Items from a dataset

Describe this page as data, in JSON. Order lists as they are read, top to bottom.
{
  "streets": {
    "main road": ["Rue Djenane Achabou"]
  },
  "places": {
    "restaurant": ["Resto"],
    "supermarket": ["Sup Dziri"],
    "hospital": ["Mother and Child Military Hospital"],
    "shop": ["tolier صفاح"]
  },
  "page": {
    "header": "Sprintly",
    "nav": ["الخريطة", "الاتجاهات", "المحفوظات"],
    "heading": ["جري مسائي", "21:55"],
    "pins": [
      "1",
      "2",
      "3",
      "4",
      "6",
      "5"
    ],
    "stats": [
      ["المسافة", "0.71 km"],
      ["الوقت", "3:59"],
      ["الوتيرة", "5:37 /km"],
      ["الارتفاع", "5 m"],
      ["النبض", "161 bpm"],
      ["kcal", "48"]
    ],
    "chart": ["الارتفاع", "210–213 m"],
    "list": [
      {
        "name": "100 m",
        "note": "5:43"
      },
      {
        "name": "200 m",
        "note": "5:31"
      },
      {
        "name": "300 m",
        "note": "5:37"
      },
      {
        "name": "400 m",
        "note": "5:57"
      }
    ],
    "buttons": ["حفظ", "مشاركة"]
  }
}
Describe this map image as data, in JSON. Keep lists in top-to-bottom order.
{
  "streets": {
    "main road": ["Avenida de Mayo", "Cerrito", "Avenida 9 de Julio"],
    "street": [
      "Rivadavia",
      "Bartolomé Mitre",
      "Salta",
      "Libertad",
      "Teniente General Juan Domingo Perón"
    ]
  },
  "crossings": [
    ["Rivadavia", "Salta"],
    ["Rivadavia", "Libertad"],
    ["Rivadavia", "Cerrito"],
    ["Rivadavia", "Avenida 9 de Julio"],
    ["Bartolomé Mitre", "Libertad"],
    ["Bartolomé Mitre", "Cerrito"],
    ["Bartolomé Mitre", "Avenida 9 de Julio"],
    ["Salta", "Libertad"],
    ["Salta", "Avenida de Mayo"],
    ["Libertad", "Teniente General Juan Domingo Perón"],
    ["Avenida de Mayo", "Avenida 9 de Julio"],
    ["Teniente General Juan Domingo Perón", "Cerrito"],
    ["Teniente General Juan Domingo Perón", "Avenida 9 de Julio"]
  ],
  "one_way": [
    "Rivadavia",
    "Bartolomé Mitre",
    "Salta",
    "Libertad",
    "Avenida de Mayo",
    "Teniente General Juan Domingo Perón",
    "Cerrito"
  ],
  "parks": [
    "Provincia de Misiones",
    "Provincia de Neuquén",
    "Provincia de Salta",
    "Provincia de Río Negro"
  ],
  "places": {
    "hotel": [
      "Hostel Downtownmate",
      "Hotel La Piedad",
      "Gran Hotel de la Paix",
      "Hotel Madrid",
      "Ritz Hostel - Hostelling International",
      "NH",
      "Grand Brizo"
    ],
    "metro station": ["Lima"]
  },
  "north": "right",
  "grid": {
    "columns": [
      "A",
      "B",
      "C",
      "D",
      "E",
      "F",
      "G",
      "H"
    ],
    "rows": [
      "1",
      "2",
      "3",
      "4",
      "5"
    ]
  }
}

▶ _ASSIGNMENT_: Search the entries for the word "JSON" and copy every line that holds it.

▶ _SOLUTION TO THIS EXERCISE_:
Describe this page as data, in JSON. Order lists as they are read, top to bottom.
Describe this map image as data, in JSON. Keep lists in top-to-bottom order.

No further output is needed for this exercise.